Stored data
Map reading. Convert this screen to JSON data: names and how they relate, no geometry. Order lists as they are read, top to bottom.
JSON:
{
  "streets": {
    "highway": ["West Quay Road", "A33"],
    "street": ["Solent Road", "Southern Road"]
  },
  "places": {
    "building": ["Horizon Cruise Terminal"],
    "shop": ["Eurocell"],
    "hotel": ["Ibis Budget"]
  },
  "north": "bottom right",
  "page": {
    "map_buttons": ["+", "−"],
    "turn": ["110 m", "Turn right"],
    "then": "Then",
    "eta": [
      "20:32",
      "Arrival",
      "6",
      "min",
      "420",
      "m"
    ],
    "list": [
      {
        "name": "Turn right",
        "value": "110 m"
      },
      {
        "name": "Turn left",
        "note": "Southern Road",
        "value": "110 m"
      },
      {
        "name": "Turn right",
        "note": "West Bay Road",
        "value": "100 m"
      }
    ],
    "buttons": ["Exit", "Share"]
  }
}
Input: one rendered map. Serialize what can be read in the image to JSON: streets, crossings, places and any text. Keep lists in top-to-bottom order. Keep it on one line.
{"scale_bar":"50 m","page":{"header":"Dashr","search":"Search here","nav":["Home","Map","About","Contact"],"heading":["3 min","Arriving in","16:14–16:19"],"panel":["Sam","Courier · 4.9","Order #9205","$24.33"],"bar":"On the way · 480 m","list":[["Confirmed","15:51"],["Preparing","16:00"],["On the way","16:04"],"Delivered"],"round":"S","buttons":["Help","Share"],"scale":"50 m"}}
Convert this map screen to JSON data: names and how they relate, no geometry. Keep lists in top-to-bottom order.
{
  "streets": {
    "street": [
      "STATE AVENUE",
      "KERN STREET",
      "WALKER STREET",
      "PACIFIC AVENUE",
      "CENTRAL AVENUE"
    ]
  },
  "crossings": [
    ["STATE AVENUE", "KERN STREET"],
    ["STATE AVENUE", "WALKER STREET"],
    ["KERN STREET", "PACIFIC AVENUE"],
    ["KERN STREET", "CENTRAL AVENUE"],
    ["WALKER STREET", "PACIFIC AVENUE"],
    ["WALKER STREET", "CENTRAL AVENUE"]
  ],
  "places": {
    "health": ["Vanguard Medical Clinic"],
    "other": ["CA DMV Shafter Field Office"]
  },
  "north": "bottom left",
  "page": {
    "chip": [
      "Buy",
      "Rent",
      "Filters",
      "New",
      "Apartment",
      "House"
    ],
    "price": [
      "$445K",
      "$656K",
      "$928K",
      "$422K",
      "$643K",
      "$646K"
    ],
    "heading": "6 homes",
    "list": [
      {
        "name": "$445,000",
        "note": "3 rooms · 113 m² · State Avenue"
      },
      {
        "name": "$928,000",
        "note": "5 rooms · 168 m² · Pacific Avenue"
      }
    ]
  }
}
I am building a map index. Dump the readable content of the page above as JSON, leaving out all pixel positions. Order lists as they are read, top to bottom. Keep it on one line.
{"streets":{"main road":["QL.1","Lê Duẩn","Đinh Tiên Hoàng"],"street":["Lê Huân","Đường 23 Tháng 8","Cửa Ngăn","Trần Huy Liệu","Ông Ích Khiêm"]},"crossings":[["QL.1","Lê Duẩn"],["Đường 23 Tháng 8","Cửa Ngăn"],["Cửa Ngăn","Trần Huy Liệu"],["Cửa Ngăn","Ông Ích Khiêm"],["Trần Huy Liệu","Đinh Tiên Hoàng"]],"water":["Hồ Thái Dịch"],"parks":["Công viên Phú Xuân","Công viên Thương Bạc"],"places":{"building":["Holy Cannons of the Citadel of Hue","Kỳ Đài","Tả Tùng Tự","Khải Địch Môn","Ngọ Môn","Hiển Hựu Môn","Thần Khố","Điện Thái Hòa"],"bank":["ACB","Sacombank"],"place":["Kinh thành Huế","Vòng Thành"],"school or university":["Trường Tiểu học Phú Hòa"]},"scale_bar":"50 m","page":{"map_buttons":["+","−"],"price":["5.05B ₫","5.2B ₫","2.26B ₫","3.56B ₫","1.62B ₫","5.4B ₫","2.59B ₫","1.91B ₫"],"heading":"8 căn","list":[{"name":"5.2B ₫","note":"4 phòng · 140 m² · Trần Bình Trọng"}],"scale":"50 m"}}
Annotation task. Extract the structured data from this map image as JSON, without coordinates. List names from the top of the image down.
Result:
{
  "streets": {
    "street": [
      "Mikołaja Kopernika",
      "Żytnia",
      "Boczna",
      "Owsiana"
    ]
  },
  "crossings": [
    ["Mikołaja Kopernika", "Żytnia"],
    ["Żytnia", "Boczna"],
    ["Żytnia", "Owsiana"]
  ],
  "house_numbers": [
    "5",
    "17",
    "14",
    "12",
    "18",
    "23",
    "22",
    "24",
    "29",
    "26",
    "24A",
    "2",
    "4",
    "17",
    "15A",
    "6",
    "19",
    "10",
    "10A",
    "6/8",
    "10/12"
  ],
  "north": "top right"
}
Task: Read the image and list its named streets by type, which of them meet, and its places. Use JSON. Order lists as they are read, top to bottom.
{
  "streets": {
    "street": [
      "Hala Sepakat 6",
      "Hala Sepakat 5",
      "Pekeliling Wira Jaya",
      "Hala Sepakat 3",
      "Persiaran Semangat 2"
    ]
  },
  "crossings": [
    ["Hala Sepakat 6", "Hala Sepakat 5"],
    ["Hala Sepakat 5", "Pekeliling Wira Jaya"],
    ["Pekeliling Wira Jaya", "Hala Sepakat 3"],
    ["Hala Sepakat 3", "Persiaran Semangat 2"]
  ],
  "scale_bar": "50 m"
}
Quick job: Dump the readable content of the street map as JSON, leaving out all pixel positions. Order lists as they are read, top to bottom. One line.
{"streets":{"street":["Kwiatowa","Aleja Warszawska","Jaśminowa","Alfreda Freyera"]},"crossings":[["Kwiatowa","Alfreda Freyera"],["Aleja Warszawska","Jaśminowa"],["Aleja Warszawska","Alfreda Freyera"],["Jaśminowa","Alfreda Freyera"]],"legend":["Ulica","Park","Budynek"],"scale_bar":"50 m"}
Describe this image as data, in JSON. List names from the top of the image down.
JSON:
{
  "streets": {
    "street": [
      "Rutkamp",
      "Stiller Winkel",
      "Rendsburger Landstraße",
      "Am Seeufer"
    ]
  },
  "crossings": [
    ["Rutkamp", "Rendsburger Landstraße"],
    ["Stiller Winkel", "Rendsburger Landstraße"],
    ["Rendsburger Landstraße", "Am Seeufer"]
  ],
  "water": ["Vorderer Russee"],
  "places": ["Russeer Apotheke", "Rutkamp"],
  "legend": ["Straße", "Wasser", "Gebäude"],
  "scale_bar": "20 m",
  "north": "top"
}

**Work to be completed**
Go through the entries above and copy each line holding the string "down".

**Output below**
Annotation task. Extract the structured data from this map image as JSON, without coordinates. List names from the top of the image down.
Describe this image as data, in JSON. List names from the top of the image down.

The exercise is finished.